I was thinking about this as I watched the film 8 Mile for the fifth time yesterday. This guy gets screwed and screwed and screwed and finally in the climactic rap battle he does not choke, but tells off the primary antagonist. The line that specifically gives me the chills is when Eminem goes up to the dude and says "Don't ever try to judge me dude, you don't know what the fuck I've been through".

Whew. First off, great use of the word "fuck". The timing, the emphasis; it all comes together quite beautifully. The word "fuck" is able to express a certain degree of pain and anguish.

No one is quite certain what the true origins of the word "fuck" are, but many believe they arise from the German "ficken", meaning "to strike". Regardless, the contemporary meaning of the word can be anything, and it truely has become one of the most versatile in the English language.

I haven't listened to So-Cal punk band The Ataris for quite some time, but in high school they had one song that I found extremely affecting, if only for the inclusion of the word "fuck". The song was called "Angry Nerd Rock". It began with a dark, bubbling bass line building tension as the singer told a tale of social isolation. He was "stuck inside of someone else's dream", as if his life had turned out perfect by any casual observation -- he's in a successful rock group, he's enjoying himself with his friends. But there's the anonymous authority figure, or perhaps a friend just trying to help him get out of his funk. He complains that everything is the same as it's always been, just "different faces, different names". The cliche of the line isn't as important as the fact that it feels real, it feels like he's honestly needs to get out of this life that he leads.

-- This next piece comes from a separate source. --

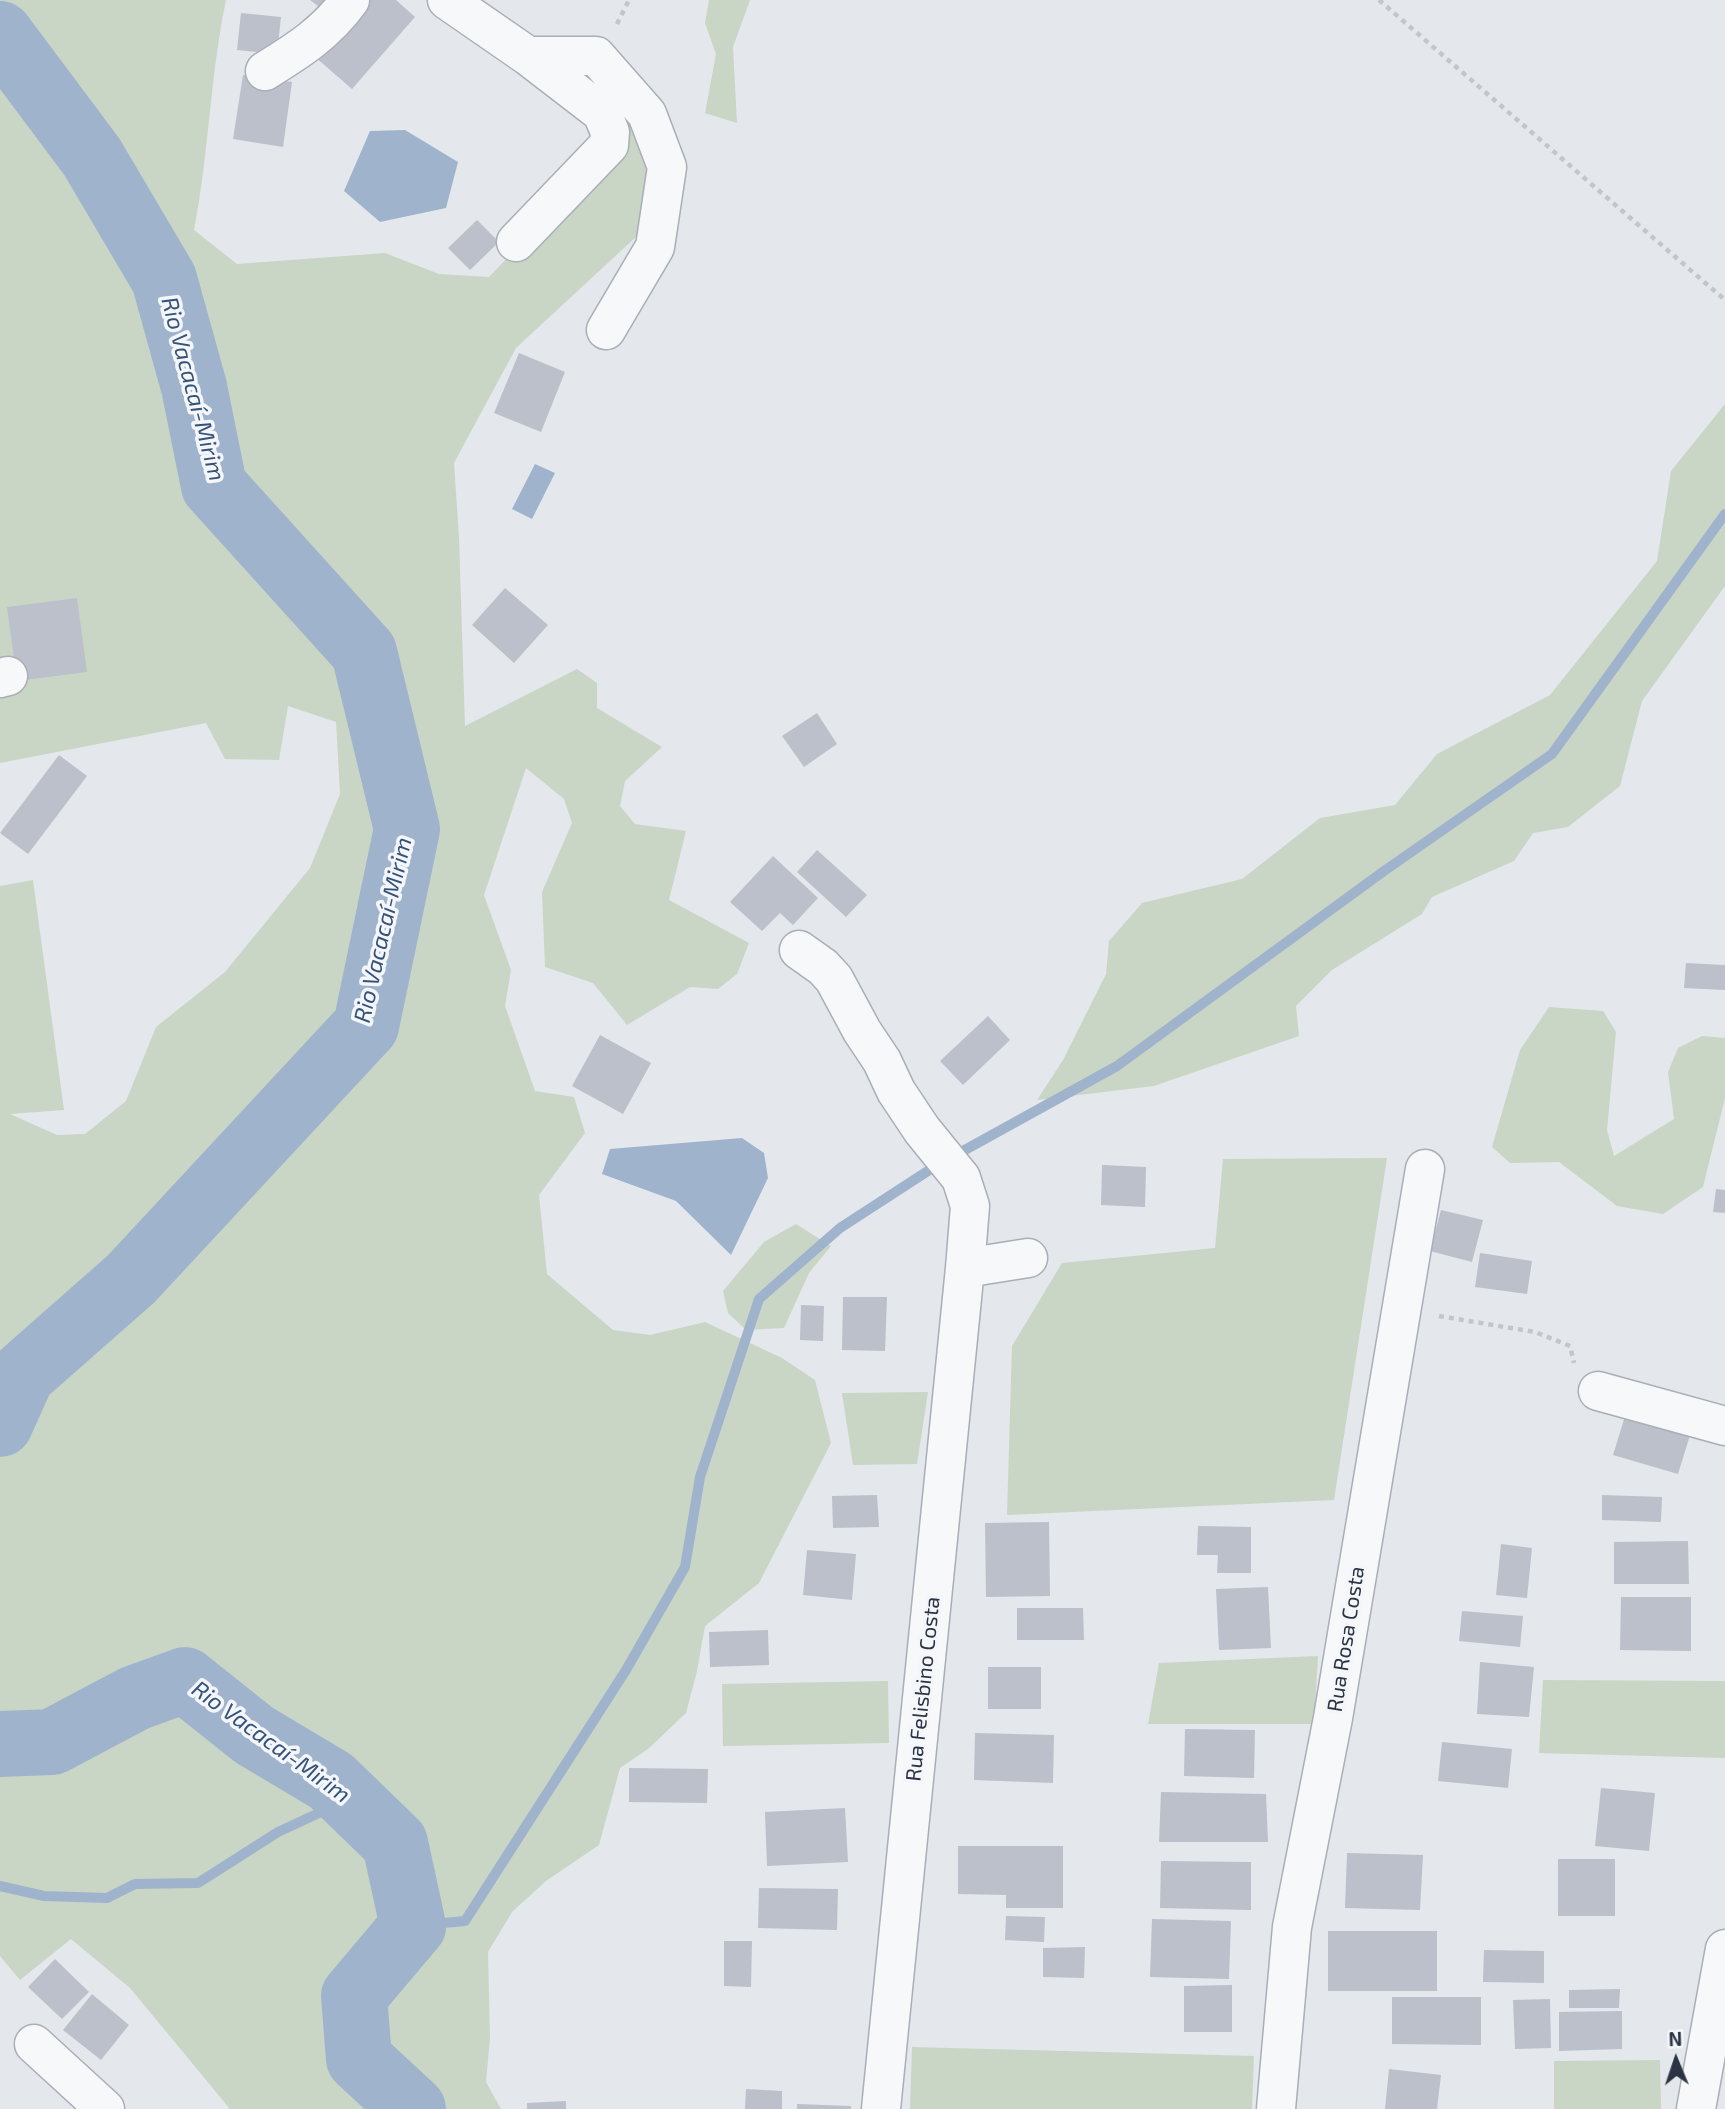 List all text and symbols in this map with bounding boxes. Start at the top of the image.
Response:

It finally boils down to the intense climax of the song, all instruments finally blazing forward dull-throttle when he shouts "I don't have to listen to you, so don't you fucking tell me what to do". Is this the angsty statement of a teen yelling at his dad for not giving him the car keys. The fact that this guy is in his twenties and has a kid leads me to think this is more than that. But what is particularly interesting is his use of the word "fuck". It conveys the anger in ways that simply shouting could not. "Don't you fucking tell me what to do".

Similarly, but less provacative, is the song by beloved 90s pop-rock group Third Eye Blind entitled "Graduate". This song uses swearing and the zeitgeist of college living to convey a frustration that is surely specific, but universal to anyone who hears it. This time the frustration is not only with the establishment, but with the self. The vocalist ponders "Can I get my punk ass off the street?", hoping to find some motivation to remove himself from his abstract predicament. In a sort of third person soliloquy, the singer confronts his down-and-out self with a more motivational, optimistic self. He muses, "Talking to somebody like you, do you live the days you go through?", which I find to be one of the more profound lyrics in the band's discography [and yes, I do believe that the band Third Eye Blind is not taken as seriously because of their pop culture status, but they really do cover topics that other bands of their stature might steer away from. I mean one of their singles is about being jaded with a life of sex, drugs, and rock n roll and yet another single is about choosing whether or not to have an abortion... and these are the singles].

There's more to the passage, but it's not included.